Trapping bobcats on Kiawah Island for research
By Sonya Stevenssstevens@abcnews4.com
KIAWAH ISLAND, S.C. (WCIV) -- It's probably not an animal that you have seen up close and personal.
Bobcats are usually pretty shy around people but the biologists on Kiawah Island have to get friendly with the cats as they trap and collar them.
"This cat has been caught before either as a kitten or possibly last year as a juvenile so the cat has a pit tag," said Jim Jordan, a Kiawah Island biologist.
Jordan and Aaron Given, the town biologists, scan the tags to figure out which cat it is and then decide if the cat gets a collar.
"As long as it's more than 13 pounds, we will put a collar on it. We are just trying to figure out how old it is and if it's a male or female before we go ahead and drug it," said Jordan.
Once the bobcat is sedated, the biologists can get to work measuring, weighing and attaching the collar.

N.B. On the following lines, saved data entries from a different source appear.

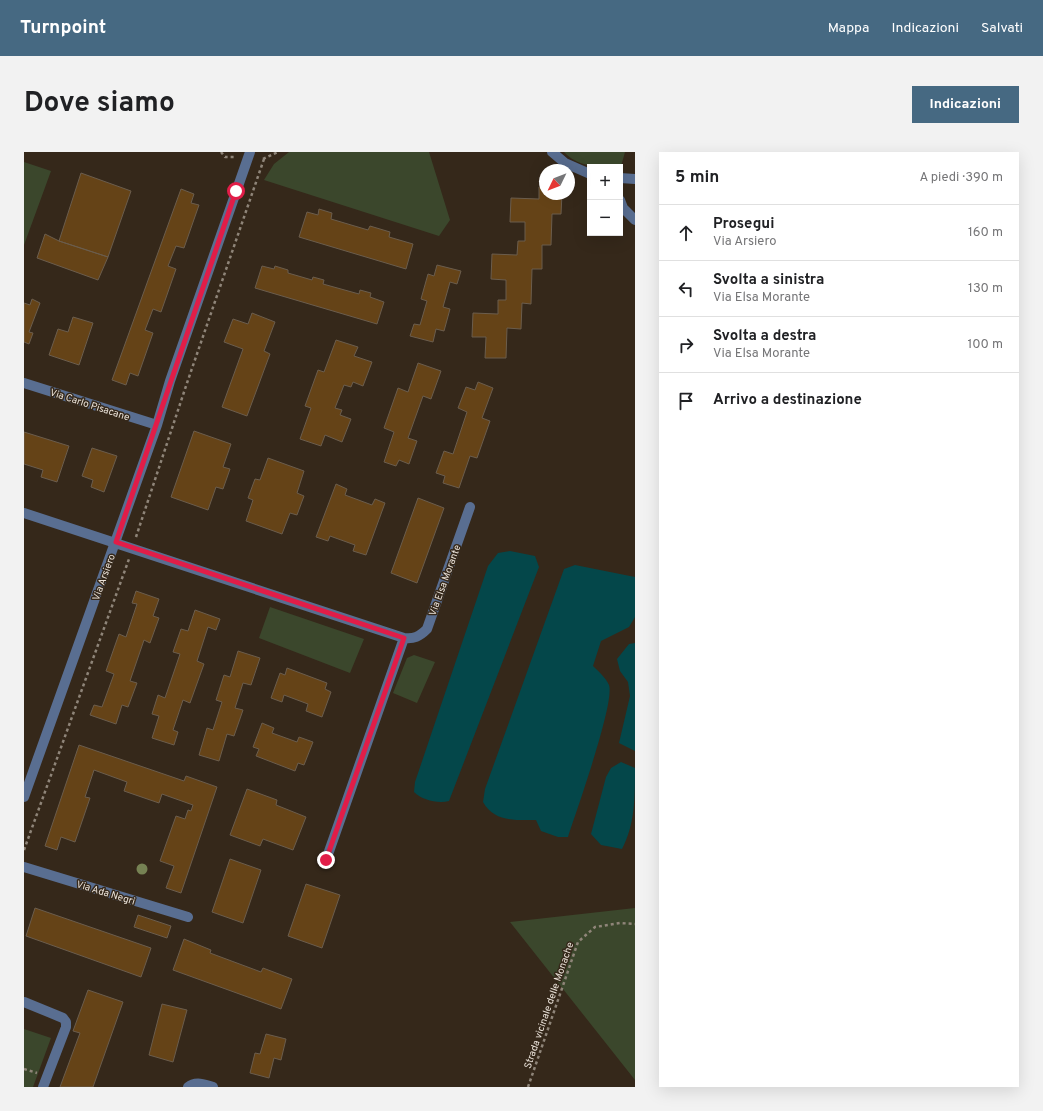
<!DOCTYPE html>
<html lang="it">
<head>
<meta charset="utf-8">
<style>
	:root { --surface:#fff; --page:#f2f2f2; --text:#202124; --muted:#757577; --line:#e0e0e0; --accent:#466982 }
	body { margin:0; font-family:Overpass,sans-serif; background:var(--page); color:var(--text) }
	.controls { position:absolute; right:12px; top:12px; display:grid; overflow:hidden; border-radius:0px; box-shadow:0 4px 16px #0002 }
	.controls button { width:36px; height:36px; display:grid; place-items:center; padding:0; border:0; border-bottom:1px solid var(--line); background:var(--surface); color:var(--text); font:20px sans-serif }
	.compass { position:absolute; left:515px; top:12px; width:36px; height:36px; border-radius:50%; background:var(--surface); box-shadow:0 4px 16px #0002; rotate:227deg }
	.stop { position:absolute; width:12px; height:12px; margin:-9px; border:3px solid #e11d48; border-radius:50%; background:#fff }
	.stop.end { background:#e11d48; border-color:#fff; box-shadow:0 1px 4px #0008 }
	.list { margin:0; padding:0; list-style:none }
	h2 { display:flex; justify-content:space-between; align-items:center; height:52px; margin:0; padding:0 16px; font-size:17px }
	h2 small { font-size:13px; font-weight:400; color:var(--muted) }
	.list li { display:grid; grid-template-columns:26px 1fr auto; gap:12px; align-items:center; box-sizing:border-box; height:56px; padding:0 16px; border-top:1px solid var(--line) }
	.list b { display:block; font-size:15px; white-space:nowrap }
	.list p { margin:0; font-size:13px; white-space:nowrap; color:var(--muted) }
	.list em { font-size:13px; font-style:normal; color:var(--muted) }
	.icon { flex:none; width:22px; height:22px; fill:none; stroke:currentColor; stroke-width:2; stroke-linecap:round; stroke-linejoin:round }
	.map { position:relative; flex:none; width:611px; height:935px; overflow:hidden; border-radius:0px }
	header { display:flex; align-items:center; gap:24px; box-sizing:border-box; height:56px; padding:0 20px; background:var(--accent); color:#fff }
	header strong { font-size:19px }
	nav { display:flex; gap:22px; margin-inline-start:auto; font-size:14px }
	.intro { display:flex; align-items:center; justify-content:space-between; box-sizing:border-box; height:96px; padding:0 24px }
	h1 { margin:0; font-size:28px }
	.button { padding:10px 18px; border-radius:0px; background:var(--accent); color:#fff; font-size:14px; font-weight:700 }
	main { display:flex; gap:24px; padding:0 24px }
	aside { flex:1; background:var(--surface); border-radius:0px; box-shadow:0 4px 16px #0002 }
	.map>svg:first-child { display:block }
</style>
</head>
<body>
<header>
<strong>Turnpoint</strong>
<nav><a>Mappa</a><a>Indicazioni</a><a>Salvati</a></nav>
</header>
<div class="intro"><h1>Dove siamo</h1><a class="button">Indicazioni</a></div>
<main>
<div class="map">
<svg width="611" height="935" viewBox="0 0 611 935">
	<rect width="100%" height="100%" fill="#35281a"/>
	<path fill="#3b472c" d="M265 0H405L426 68 415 84 240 28 250 12Z
		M540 0H601L596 18V15C575 15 555 16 540 0Z
		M0 10 27 19 0 93Z
		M246 455 340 487 326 521 235 486Z
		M390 503 411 510 393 551 369 541 383 506Z
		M611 756V928L486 770Z
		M0 877 27 886 9 935H0Z"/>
	<path fill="#04474a" d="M486 399 511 404 515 415 425 649C414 652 398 648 390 640L391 630 464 414 474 401Z
		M551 413 611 425V465L605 475 577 489 569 514C574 519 582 526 585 533 591 551 552 660 544 685H534L517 679 512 668C491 668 470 670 459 650L461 637 540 417Z
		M611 491V599L595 591 606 544 604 530 596 519 593 507 605 492Z
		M597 610 611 616C611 645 611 673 598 697L577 693 567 682 582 625 587 616Z"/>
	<path fill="#654317" stroke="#6b5d4d" d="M57 21 107 39 84 105 35 89Z
		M515 35 521 36V42H538L537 62H528L527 93H518V117H508L507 152 498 151 497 177 483 176 482 206H461L462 185H448L449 161 474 162V148H482V128L467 127 468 102 493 103 494 89H501V70H486L487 46 515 47Z
		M157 37 170 42 167 51 175 53 160 96 152 94 144 114 152 117 137 160 129 157 121 178 129 181 114 224 106 221 102 233 88 228Z
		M295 57 308 61 307 67 344 78 346 74 366 80 365 85 389 92 382 117 275 85 283 60 294 63Z
		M21 82 35 89 84 105 74 128 13 106Z
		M413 113 437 119 433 132 426 130 419 155 426 157 420 179 412 177 409 190 386 184 390 172 396 173 403 149 397 147 404 122 410 124Z
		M238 114 250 117 251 114 264 118V121L288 128 289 125 300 128 299 132 335 142 336 138 347 141 346 145 360 150 353 172 231 136Z
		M8 147 16 151 5 180 9 181 5 192 0 190V151L6 153Z
		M228 161 251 170 240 199 246 202 223 264 198 255 219 197 200 190 209 167 224 172Z
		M49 165 69 171 55 213 25 203 34 177 44 180Z
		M312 188 334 195 330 204 348 210 339 234 329 230 327 235 320 233 311 256 318 258 316 263 327 267 318 290 301 283 297 294 276 287 287 256 281 254 294 218 300 220Z
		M394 211 417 219 407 247 399 244 384 286 393 289 385 312 375 308 372 314 360 310 370 280 360 276 374 236 384 240Z
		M454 230 469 236 458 266 466 269 453 306 446 304 435 336 419 331 421 324 412 321 420 299 429 302 443 260 434 256 442 235 451 238Z
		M170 279 207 292 199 315 206 317 199 337 192 335 184 358 147 345Z
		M0 280 45 294 33 330 17 325 19 318 0 312Z
		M68 296 93 304 80 340 67 335 69 328 58 324Z
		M244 306 280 319 273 341 280 344 273 363 266 361 258 382 222 369 229 348 224 346 231 327 236 328Z
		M312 332 323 337 321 343 348 353 351 347 361 351 342 403 329 399 331 393 306 384 304 389 292 385Z
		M394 346 420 356 393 431 367 421Z
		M112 439 135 447 129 464 135 466 126 491 120 488 106 529 113 531 104 555 98 553 92 572 66 563 70 553 78 555 90 522 82 519 95 482 102 485 113 452 108 451Z
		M171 458 196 467 192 478 184 475 173 509 180 512 166 551 159 548 149 578 154 580 150 593 128 586 135 564 128 562 134 543 141 546 156 502 149 500 157 477 164 479Z
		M214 499 236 506 227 533 219 531 211 556 219 558 210 584 203 582 195 609 175 603 183 576 189 578 198 550 192 548 200 523 206 525Z
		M263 516 303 531 301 537 307 540 298 565 282 559 284 552 260 543 258 550 247 546 256 521 261 523Z
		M238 571 250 576 248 581 273 590 275 585 289 590 280 613 274 611 271 619 232 604 235 597 229 595Z
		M55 593 160 629 162 624 193 635 157 741 142 736 150 714 136 709 152 664 161 667 164 658 167 659 169 653 138 642 135 651 100 639 103 630 70 618 61 645 66 646 51 690 37 685 33 698 21 694Z
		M223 637 253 648 252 653 282 665 269 698 239 687 236 694 206 683Z
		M206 707 237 718 219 771 188 760Z
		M282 732 316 743 298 796 264 784Z
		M11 756 127 796 117 825 2 784Z
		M114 763 147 774 143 786 110 775Z
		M160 787 187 798 186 801 237 820 239 816 268 827 257 857 149 818Z
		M64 838 99 850 69 935H36L56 881 49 879Z
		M138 852 163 858 149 910 125 903Z
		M242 882 262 887 257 908 250 906 245 926 226 921 231 901 236 902Z"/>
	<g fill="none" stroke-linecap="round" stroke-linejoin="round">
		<path stroke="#8f8579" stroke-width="2.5" stroke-dasharray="3 3" stroke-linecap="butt" d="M197 0 201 5H212
			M239 7 254 0
			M112 385 163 231 240 7
			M0 698 105 407
			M0 917 13 921
			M504 935 554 790 571 775 596 771 611 772"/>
		<path stroke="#596e91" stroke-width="10" d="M528 0 541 11 566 22
			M596 26 611 27
			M596 48 599 56 611 68
			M0 231 133 273
			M0 361 380 486C390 487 395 485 403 477L446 355
			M0 645 133 273 146 229 226 0
			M302 708 380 486
			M0 715 164 765
			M0 850 39 866 42 870V875L19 935
			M164 935C171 929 181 932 189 935"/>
	</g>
	<circle fill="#768253" cx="118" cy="717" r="5.5"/>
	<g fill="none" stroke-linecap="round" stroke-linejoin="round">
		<path stroke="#e11d48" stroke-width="5" d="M212 39 92 390 380 486 302 708"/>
	</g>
	<g text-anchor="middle" stroke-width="3" stroke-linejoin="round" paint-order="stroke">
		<g font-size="10" fill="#ebe3da" stroke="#35281a">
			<text transform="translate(66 252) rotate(18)" y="4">Via Carlo Pisacane</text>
			<text transform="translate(79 425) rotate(-70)" y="4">Via Arsiero</text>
			<text transform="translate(420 428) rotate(-70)" y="4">Via Elsa Morante</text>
			<text transform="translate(82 740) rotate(17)" y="4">Via Ada Negri</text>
			<text transform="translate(524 853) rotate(-71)" y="4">Strada vicinale delle Monache</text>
		</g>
	</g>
</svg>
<div class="controls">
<button>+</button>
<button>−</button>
</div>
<svg class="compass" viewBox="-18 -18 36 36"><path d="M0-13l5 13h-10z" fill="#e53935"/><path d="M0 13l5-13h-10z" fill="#757577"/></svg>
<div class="stop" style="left:212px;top:39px"></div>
<div class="stop end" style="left:302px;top:708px"></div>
</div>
<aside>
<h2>5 min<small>A piedi · 390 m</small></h2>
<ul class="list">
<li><svg class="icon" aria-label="ahead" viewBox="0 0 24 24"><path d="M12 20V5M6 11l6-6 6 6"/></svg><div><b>Prosegui</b><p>Via Arsiero</p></div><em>160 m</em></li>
<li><svg class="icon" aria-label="left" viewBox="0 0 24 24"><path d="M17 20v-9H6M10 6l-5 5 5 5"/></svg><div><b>Svolta a sinistra</b><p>Via Elsa Morante</p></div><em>130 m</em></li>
<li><svg class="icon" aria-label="right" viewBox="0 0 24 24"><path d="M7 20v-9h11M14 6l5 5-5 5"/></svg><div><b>Svolta a destra</b><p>Via Elsa Morante</p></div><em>100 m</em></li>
<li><svg class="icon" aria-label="arrive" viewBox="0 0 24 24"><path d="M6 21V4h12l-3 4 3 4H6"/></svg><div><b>Arrivo a destinazione</b></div></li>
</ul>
</aside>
</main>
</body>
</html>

The first male of the year was collared on Friday. The bobcat is roughly two years old and weighs 14 pounds 14 ounces.
The beauty of the collar is that they will be able to track this cat even if it leaves the island.
Most of the bobcats stay on the island, which is how the biologists are able to trap six to eight of the animals every year.
"Each winter we set a number of traps trying to either recover collars from cats that maybe the collar didn't fall off like it was supposed to but we are also putting out new collars every year," said Jordan. "The battery life of these collars is about 10 months."
Since they trap every year, the biologists are always looking for ways to improve their method, especially if it saves time and money.
"Historically, we have used live roosters as bait and this year we are trying six traps that are just baited with feathers - part of a feather boa hanging in the back of the trap and we use a couple of different scents to try to lure the cat into the trap," said Jordan.
Occasionally they get other creatures, like raccoons, in the trap, which they set free.
Currently, two bobcats have been trapped and collared - one with the live bait and the other with the new method.